(Records shown Opens)
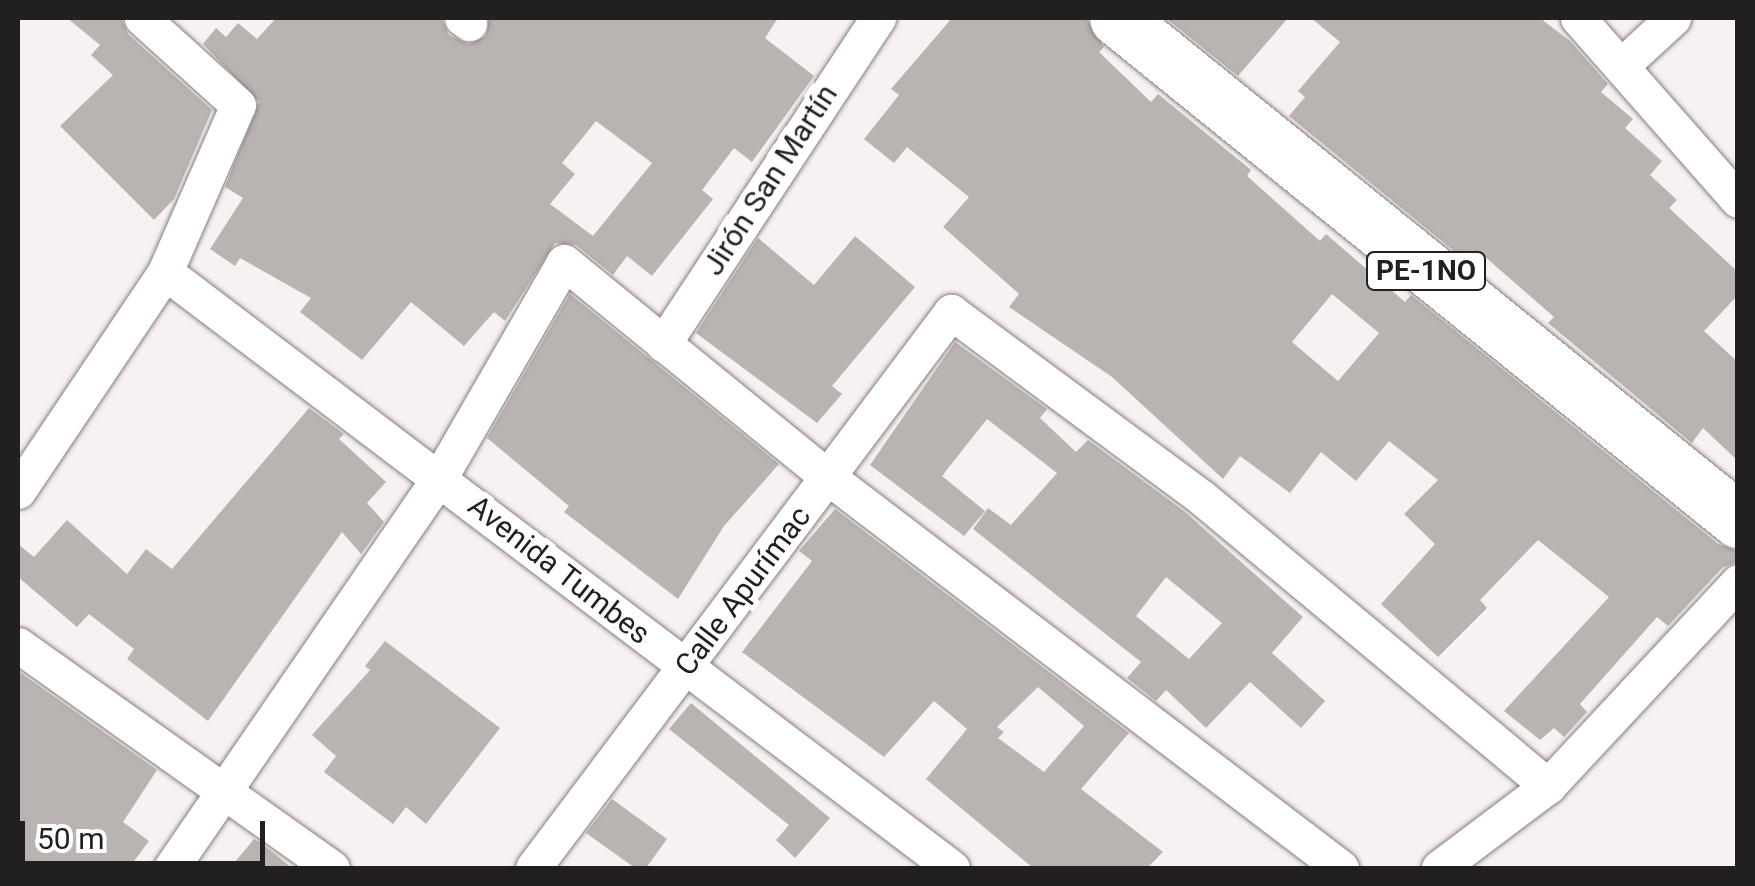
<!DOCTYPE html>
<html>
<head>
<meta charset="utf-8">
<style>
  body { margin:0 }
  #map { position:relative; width:1755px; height:886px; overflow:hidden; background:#f8f1f1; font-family:Roboto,sans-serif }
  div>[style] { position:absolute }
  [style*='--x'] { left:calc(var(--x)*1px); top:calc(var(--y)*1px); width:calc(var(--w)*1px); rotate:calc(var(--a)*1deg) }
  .building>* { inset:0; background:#b9b3b2 }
  .roads { filter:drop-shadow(0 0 2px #847e7d) drop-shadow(0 0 2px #847e7d) }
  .street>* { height:35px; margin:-17.5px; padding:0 17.5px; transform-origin:17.5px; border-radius:17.5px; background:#fff }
  .primary>* { height:55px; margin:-27.5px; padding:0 27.5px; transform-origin:27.5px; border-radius:27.5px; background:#fff }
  span { translate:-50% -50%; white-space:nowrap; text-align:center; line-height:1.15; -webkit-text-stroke:10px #fff; paint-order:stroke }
  .shield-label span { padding:2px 8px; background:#fff; border:2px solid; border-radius:8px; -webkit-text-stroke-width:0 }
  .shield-label { font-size:28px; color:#211f1f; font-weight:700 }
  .street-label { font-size:30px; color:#211f1f }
  .frame { position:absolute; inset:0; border:20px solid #211f1f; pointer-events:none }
  .scale { position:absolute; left:20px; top:821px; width:245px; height:45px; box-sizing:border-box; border:5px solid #211f1f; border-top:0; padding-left:12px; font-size:30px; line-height:35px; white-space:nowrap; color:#211f1f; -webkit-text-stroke:8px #fff; paint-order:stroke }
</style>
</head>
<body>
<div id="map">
  <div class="building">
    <div style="clip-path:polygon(67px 18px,121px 18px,128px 34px,212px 110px,174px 199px,154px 220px,60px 126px,113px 75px,91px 55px,100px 45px)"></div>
    <div style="clip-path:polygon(evenodd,276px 18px,441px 18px,449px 35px,468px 44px,486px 36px,489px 18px,778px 18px,765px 38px,814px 76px,752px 162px,734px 148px,702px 190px,713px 199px,652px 276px,627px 256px,613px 275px,576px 245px,555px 243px,505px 321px,494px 312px,464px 346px,411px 302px,362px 360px,300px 312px,311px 298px,240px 258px,235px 266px,210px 249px,243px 198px,225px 187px,259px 102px,203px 44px,216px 28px,226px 37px,238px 23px,257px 39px,276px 18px,596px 121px,652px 163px,593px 236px,550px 204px,575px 174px,562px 163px,596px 121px)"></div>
    <div style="clip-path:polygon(evenodd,952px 18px,1086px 18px,1104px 47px,1099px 52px,1151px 102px,1158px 94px,1251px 170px,1247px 176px,1320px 241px,1326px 234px,1405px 302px,1411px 295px,1718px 544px,1738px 551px,1738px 561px,1722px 568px,1668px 626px,1657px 617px,1580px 704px,1587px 712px,1564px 737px,1554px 728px,1540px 740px,1504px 711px,1609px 597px,1538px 540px,1480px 600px,1487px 608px,1438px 657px,1381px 604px,1435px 544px,1404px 514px,1438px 480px,1389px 441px,1356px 481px,1321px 452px,1290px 493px,1240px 456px,1223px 479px,1112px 377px,1009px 307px,1019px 294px,943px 227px,969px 197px,907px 147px,894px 163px,864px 139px,899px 95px,891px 89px,952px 18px,1332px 294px,1379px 333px,1338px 381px,1292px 342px,1332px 294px)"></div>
    <div style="clip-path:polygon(1166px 18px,1288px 18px,1238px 76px)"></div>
    <div style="clip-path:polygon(1311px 18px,1540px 18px,1570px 41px,1608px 84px,1601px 92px,1633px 119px,1625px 128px,1662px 161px,1650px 175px,1677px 200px,1669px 208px,1738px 272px,1738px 295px,1704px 331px,1738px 362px,1738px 461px,1703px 428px,1692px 443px,1548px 323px,1554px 317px,1484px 256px,1475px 268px,1289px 116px,1305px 97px,1298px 91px,1340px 42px)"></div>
    <div style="clip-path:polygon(855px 236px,915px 287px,832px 386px,842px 394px,817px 423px,696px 333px,758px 238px,814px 285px)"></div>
    <div style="clip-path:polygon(570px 294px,779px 464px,724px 526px,678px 599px,564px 512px,569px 506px,487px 438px)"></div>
    <div style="clip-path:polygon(evenodd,955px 342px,1047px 409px,1040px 418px,1076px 452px,1088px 440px,1185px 512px,1303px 617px,1272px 653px,1325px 701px,1301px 728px,1250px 682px,1206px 728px,1166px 690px,1156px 701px,1127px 678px,1141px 662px,973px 529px,988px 508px,1011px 525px,1057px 473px,987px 419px,942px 476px,985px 511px,964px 536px,870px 465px,955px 342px,1166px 577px,1222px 623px,1189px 659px,1136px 616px,1166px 577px)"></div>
    <div style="clip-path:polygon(309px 408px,344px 434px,339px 439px,386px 482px,367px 503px,384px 522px,361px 554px,342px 532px,208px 721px,127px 659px,134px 649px,89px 614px,77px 627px,18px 577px,18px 544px,34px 557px,67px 520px,127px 574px,146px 549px,172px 569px)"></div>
    <div style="clip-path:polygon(evenodd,835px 509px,1129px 733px,1081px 789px,1163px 852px,1147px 868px,1033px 868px,926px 779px,967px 729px,934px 701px,884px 757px,742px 652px,812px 561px,799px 551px,835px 509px,1038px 687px,1084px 726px,1044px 772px,998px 738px,1004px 732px,997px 727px,1038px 687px)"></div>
    <div style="clip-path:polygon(385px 641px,500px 728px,426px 824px,406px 807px,393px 824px,324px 772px,336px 756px,312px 735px,370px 670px,365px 666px)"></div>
    <div style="clip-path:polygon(18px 671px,157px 770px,123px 822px,149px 841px,129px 868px,18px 868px)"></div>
    <div style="clip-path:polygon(691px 703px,830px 818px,795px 858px,776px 840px,789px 825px,669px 729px)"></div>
    <div style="clip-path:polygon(612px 799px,667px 839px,646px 868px,635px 868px,586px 833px)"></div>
    <div style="clip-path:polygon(254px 839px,261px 843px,292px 868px,230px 868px)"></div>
  </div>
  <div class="roads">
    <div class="street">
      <div style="--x:462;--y:18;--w:9;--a:36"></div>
      <div style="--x:1578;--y:18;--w:242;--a:48.7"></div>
      <div style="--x:1621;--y:66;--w:71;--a:-42.7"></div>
      <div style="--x:165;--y:272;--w:987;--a:37.14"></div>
      <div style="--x:663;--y:344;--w:391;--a:-56.6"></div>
      <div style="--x:18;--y:491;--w:264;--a:-56.1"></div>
      <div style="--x:165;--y:272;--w:182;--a:-66.4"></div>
      <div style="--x:238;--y:105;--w:130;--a:-137.8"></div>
      <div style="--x:18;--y:645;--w:385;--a:35.4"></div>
      <div style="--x:171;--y:868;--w:475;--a:-55.5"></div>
      <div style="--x:440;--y:477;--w:248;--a:-60"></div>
      <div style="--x:564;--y:262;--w:340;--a:39.2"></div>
      <div style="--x:828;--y:477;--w:645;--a:37.31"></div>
      <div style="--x:533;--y:868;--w:696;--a:-53.06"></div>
      <div style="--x:951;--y:312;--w:311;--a:36.5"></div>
      <div style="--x:1201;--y:497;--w:452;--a:39.8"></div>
      <div style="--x:1439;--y:868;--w:136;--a:-37"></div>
      <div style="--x:1548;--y:786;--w:279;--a:-47"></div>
    </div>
    <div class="primary">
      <div style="--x:1117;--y:18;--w:799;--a:38.95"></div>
    </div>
  </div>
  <div class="shield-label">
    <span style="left:1426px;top:271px">PE-1NO</span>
  </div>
  <div class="street-label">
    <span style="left:770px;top:180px;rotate:-57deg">Jirón San Martín</span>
    <span style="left:559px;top:570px;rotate:38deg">Avenida Tumbes</span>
    <span style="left:743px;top:591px;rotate:-53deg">Calle Apurímac</span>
  </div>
  <div class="frame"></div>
  <div class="scale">50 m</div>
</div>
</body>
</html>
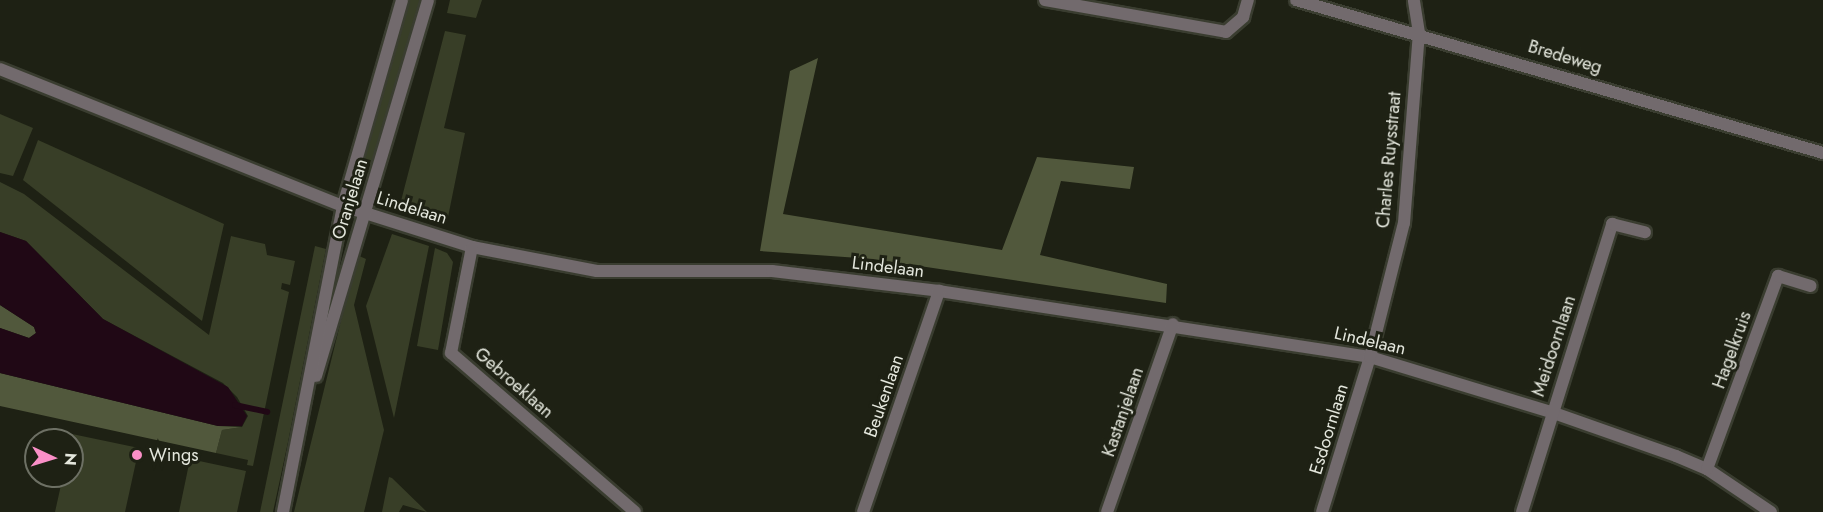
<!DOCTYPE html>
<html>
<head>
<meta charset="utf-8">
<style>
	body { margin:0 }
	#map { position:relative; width:1823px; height:512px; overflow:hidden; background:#1e2114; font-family:Jost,sans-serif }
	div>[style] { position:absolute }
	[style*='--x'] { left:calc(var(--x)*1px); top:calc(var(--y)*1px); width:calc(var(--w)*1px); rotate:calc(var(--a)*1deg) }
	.green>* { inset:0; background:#383e27 }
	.forest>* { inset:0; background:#51583c }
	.water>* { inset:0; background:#200815 }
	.stream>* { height:6px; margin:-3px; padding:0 3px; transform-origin:3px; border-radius:3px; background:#200815 }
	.roads { filter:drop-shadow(2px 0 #3a3d30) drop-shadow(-2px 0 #3a3d30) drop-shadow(0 2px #3a3d30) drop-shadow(0 -2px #3a3d30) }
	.pedestrian>* { height:12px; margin:-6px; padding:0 6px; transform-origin:6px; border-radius:6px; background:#726a6d }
	.minor>* { height:12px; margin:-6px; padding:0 6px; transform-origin:6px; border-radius:6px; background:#726a6d }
	.tertiary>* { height:12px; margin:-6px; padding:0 6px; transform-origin:6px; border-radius:6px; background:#726a6d }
	.dots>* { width:16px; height:16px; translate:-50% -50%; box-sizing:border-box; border:3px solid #1e2114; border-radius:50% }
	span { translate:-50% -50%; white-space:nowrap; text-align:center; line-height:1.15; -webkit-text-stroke:6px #1e2114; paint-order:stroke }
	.street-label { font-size:18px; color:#e4e7dd }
	.poi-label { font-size:18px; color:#e4e7dd }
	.left { translate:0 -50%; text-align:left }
	.north { position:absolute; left:24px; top:428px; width:60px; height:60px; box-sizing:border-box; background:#1e2114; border:2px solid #6d7064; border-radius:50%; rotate:94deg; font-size:16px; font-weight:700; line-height:24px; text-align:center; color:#e4e7dd }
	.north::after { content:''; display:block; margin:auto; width:21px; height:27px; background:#fa8fc7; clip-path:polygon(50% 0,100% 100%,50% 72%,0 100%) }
</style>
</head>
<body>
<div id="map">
	<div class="green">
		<div style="clip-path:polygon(410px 0,420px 0,417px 17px,373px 165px,362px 162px)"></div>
		<div style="clip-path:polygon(450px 0,482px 0,476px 18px,447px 13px)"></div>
		<div style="clip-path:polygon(445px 31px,466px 35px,444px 128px,465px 133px,447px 222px,407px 209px,409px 202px,401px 201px)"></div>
		<div style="clip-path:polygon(0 114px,33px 128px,13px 176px,0 173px)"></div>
		<div style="clip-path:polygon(38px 140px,224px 224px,202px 321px,23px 180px)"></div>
		<div style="clip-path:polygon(0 182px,24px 194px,209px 335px,231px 236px,265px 244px,267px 255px,295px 261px,290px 285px,282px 283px,281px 289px,289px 292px,253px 466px,247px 465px,248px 460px,216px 453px,222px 430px,242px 427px,248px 416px,237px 397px,223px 383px,103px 319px,26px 241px,0 232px)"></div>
		<div style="clip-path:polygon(392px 234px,429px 246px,394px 418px,366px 306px)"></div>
		<div style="clip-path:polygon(315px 246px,326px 249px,288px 442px,273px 512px,260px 512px)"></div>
		<div style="clip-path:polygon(435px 248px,447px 253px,453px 262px,438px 350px,417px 346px)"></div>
		<div style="clip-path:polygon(357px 255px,366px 259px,354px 305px,384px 430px,364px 512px,294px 512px)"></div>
		<div style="clip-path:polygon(72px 434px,139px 448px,125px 512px,55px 512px,63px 476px,72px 476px)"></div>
		<div style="clip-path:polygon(190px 459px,246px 471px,237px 512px,179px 512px)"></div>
		<div style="clip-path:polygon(389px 477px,392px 478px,427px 512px,403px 505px,399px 512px,382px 512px)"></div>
	</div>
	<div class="forest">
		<div style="clip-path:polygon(818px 58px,783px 214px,1002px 250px,1037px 157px,1134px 167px,1130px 189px,1061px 181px,1040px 255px,1167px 284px,1166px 303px,873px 259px,760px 251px,790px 71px)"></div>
		<div style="clip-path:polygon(0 305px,34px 327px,36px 333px,29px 338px,0 328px)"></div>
		<div style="clip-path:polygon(0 373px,218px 426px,242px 427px,222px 430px,216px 453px,0 406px)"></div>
	</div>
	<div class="water">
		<div style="clip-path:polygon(0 232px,26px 241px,103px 319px,228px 387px,247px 416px,242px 426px,218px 426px,0 373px,0 328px,29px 338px,36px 333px,34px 327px,0 305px)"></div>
	</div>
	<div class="stream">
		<div style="--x:235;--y:405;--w:33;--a:12"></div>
	</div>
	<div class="roads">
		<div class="pedestrian">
			<div style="--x:1045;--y:0;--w:184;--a:10"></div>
			<div style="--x:1226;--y:32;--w:23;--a:-41"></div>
			<div style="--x:1243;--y:17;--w:18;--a:-74"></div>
		</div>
		<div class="minor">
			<div style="--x:0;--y:69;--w:369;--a:21.8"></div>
			<div style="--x:343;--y:206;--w:135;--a:17.6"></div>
			<div style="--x:472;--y:247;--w:127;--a:10.9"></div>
			<div style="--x:597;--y:271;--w:175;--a:0"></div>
			<div style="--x:772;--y:271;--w:168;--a:6.8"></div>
			<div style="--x:939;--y:291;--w:436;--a:8.7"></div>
			<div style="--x:1370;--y:357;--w:189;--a:16.9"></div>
			<div style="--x:1551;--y:412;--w:133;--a:19.4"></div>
			<div style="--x:1676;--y:456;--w:34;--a:23"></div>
			<div style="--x:1707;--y:469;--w:77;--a:33.9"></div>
			<div style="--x:472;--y:247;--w:108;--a:101.2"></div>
			<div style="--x:451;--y:353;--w:243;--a:40.8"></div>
			<div style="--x:1707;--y:469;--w:206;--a:-69.8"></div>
			<div style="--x:1778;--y:276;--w:34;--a:17"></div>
			<div style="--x:863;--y:512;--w:234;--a:-71"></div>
			<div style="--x:1107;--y:512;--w:199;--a:-70.7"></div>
			<div style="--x:1322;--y:512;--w:162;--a:-72.8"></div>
			<div style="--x:1370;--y:357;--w:138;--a:-75.8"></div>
			<div style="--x:1404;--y:223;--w:191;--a:-85.5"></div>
			<div style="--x:1419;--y:33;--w:33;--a:-99"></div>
			<div style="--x:1522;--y:512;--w:302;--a:-72.6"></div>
			<div style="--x:1612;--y:224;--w:34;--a:14"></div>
		</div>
		<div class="tertiary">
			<div style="--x:1296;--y:0;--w:549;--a:16.19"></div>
			<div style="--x:316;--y:376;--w:392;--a:-73.4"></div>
			<div style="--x:283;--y:512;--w:312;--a:-78.9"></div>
			<div style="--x:343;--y:206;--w:214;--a:-74"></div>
		</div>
	</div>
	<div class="dots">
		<div style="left:137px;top:455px;background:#fa8fc7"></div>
	</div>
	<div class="street-label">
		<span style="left:1565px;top:57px;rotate:17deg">Bredeweg</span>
		<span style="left:1389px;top:160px;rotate:-85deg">Charles Ruysstraat</span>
		<span style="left:350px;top:199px;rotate:-73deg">Oranjelaan</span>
		<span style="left:412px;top:208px;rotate:17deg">Lindelaan</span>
		<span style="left:888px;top:267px;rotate:7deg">Lindelaan</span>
		<span style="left:1370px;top:341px;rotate:13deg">Lindelaan</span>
		<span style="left:1554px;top:346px;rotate:-72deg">Meidoornlaan</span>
		<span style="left:1732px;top:350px;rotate:-70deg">Hagelkruis</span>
		<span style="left:514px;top:383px;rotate:41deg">Gebroeklaan</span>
		<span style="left:884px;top:396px;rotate:-71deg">Beukenlaan</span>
		<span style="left:1123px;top:412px;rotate:-71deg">Kastanjelaan</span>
		<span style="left:1329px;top:429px;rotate:-73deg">Esdoornlaan</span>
	</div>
	<div class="poi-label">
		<span class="left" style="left:149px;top:455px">Wings</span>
	</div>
	<div class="north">N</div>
</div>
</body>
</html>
(Records shown Closes)
Work request: Pick out all lines from the data above in which the word "family" appears.

Task response:
  #map { position:relative; width:1755px; height:886px; overflow:hidden; background:#f8f1f1; font-family:Roboto,sans-serif }
	#map { position:relative; width:1823px; height:512px; overflow:hidden; background:#1e2114; font-family:Jost,sans-serif }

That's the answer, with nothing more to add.